▸ **TASK DETAILS**: Output only the lines below from the one containing "position:absolute; left:596px; top:15px;" to the one containing "flex:none; width:28px; height:28px;", exactly as written, both ends kept.

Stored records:
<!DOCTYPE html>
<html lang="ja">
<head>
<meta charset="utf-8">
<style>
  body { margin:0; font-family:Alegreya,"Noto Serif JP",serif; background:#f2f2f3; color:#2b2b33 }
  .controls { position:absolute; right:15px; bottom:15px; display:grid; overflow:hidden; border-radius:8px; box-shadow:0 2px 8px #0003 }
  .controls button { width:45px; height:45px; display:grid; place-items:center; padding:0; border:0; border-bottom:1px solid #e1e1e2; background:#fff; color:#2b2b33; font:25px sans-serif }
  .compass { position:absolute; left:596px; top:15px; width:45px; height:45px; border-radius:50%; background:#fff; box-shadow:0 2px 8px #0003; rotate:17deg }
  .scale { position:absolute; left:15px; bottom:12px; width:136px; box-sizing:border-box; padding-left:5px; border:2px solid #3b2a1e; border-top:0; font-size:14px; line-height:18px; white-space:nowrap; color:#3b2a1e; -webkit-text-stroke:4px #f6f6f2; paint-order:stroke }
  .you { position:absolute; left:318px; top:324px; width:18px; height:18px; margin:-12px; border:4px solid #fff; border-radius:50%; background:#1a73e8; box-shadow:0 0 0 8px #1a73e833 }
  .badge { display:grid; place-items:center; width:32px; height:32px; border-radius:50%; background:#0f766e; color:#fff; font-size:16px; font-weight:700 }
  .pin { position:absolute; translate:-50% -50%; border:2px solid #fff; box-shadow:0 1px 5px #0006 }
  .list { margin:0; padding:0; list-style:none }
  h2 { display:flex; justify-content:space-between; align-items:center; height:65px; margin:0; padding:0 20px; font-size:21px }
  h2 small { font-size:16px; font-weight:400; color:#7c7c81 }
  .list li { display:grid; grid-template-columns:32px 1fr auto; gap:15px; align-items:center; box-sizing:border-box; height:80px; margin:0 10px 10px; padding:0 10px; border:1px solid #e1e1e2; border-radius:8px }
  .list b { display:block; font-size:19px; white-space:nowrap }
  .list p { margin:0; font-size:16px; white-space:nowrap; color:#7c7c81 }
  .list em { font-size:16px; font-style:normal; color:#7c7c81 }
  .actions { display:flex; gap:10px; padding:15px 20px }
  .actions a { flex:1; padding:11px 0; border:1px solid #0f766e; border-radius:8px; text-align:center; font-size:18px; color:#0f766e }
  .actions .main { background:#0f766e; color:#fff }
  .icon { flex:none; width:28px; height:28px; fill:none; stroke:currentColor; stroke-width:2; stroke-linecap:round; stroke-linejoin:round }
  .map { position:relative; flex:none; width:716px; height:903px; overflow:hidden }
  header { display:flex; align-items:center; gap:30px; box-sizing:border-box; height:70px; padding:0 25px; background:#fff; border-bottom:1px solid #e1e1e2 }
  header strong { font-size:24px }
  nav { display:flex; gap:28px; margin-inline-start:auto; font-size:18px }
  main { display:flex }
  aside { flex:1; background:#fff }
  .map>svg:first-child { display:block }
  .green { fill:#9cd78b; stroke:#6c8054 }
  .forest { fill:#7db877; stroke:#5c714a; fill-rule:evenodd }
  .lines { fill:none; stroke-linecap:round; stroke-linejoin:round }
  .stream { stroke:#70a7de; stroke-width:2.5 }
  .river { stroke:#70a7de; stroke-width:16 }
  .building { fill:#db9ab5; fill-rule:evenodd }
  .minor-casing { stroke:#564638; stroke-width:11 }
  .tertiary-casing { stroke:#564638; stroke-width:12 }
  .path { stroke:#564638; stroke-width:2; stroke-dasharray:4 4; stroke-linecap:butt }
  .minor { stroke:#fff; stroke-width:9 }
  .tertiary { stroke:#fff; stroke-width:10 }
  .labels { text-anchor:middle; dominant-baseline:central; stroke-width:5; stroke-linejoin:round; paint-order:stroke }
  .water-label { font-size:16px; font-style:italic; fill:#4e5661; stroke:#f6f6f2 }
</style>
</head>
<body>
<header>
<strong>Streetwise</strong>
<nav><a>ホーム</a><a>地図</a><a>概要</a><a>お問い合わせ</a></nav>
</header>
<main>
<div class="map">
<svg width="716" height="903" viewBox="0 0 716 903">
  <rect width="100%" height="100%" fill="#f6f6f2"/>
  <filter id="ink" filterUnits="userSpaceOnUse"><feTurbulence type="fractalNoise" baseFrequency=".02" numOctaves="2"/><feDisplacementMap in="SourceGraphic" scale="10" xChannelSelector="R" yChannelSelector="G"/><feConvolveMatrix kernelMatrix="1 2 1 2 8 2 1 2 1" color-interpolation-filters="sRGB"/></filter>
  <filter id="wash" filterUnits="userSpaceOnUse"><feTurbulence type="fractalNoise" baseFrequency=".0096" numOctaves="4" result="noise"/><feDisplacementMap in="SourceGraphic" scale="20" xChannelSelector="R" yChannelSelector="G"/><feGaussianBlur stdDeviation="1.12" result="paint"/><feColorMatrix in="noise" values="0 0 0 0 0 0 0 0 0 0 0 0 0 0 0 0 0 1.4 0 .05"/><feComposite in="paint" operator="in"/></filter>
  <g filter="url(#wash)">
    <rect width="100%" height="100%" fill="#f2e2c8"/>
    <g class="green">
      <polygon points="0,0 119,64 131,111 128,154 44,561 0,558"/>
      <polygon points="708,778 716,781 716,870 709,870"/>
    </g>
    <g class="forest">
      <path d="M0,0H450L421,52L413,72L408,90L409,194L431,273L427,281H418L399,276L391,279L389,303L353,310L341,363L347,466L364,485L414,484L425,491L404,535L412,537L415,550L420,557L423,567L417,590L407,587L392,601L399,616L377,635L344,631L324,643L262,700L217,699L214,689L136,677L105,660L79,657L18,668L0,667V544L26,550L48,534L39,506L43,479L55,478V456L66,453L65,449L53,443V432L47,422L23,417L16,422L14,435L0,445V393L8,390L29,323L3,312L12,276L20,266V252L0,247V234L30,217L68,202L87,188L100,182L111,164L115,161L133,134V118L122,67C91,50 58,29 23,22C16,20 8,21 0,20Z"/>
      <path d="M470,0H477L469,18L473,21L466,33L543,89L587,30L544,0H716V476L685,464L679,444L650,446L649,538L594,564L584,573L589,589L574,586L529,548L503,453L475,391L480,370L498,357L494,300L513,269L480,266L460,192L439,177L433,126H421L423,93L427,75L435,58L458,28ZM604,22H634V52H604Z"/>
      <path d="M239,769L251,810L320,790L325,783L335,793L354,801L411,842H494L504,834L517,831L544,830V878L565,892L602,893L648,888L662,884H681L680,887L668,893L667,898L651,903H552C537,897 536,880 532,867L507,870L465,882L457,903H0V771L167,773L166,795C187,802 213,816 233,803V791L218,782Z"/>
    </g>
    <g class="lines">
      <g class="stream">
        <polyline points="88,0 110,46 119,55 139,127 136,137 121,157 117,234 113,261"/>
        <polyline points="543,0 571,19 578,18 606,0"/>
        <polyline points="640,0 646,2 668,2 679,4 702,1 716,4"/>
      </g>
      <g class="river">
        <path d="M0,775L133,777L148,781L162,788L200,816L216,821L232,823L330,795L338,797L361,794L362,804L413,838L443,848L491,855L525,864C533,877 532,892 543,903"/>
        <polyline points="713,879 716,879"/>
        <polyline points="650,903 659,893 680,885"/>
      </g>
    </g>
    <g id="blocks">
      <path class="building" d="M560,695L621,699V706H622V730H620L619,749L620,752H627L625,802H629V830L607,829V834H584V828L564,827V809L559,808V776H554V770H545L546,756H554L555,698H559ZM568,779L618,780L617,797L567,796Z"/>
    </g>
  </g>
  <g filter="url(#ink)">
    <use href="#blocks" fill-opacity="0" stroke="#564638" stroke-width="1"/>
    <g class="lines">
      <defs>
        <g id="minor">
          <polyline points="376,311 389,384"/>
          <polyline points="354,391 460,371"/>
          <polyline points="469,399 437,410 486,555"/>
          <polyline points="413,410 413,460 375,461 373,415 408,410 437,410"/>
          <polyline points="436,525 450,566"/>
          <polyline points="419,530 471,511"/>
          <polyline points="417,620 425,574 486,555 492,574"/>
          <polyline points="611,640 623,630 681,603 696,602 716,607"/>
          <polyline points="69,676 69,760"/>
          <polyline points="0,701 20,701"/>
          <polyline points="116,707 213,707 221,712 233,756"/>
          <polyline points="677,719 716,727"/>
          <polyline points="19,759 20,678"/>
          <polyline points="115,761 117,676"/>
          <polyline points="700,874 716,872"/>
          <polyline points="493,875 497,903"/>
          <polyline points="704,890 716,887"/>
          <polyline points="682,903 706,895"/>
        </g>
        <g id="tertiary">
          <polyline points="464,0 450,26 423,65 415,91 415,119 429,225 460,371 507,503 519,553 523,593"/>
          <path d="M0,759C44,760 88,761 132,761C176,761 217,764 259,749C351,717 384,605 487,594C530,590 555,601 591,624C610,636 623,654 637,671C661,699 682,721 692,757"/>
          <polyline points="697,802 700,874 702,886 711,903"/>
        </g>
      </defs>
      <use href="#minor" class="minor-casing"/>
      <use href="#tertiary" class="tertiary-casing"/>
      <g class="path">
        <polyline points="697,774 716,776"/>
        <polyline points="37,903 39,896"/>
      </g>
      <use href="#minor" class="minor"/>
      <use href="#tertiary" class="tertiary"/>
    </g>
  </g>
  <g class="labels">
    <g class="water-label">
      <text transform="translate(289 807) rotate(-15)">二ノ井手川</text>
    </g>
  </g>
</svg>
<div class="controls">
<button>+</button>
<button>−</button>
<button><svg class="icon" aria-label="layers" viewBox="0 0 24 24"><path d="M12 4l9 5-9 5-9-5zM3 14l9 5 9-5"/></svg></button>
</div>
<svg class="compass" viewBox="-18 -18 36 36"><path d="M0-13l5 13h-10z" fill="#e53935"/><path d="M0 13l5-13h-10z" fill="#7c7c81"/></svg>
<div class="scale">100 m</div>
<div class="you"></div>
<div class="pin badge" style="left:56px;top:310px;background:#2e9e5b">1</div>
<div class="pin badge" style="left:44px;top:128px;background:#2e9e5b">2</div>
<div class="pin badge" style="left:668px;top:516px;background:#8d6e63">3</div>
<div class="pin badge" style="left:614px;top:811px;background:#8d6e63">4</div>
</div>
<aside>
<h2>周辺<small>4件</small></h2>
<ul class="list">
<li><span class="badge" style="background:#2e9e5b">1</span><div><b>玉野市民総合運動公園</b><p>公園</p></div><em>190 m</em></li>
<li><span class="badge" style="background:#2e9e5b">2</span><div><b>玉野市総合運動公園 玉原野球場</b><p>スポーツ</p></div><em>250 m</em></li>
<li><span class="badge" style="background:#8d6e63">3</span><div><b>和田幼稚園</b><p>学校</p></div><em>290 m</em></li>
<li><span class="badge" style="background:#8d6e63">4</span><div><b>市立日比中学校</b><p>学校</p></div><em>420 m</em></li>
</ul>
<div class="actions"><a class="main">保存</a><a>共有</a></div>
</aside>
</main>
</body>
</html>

▸ **ANSWER BOX**:
  .compass { position:absolute; left:596px; top:15px; width:45px; height:45px; border-radius:50%; background:#fff; box-shadow:0 2px 8px #0003; rotate:17deg }
  .scale { position:absolute; left:15px; bottom:12px; width:136px; box-sizing:border-box; padding-left:5px; border:2px solid #3b2a1e; border-top:0; font-size:14px; line-height:18px; white-space:nowrap; color:#3b2a1e; -webkit-text-stroke:4px #f6f6f2; paint-order:stroke }
  .you { position:absolute; left:318px; top:324px; width:18px; height:18px; margin:-12px; border:4px solid #fff; border-radius:50%; background:#1a73e8; box-shadow:0 0 0 8px #1a73e833 }
  .badge { display:grid; place-items:center; width:32px; height:32px; border-radius:50%; background:#0f766e; color:#fff; font-size:16px; font-weight:700 }
  .pin { position:absolute; translate:-50% -50%; border:2px solid #fff; box-shadow:0 1px 5px #0006 }
  .list { margin:0; padding:0; list-style:none }
  h2 { display:flex; justify-content:space-between; align-items:center; height:65px; margin:0; padding:0 20px; font-size:21px }
  h2 small { font-size:16px; font-weight:400; color:#7c7c81 }
  .list li { display:grid; grid-template-columns:32px 1fr auto; gap:15px; align-items:center; box-sizing:border-box; height:80px; margin:0 10px 10px; padding:0 10px; border:1px solid #e1e1e2; border-radius:8px }
  .list b { display:block; font-size:19px; white-space:nowrap }
  .list p { margin:0; font-size:16px; white-space:nowrap; color:#7c7c81 }
  .list em { font-size:16px; font-style:normal; color:#7c7c81 }
  .actions { display:flex; gap:10px; padding:15px 20px }
  .actions a { flex:1; padding:11px 0; border:1px solid #0f766e; border-radius:8px; text-align:center; font-size:18px; color:#0f766e }
  .actions .main { background:#0f766e; color:#fff }
  .icon { flex:none; width:28px; height:28px; fill:none; stroke:currentColor; stroke-width:2; stroke-linecap:round; stroke-linejoin:round }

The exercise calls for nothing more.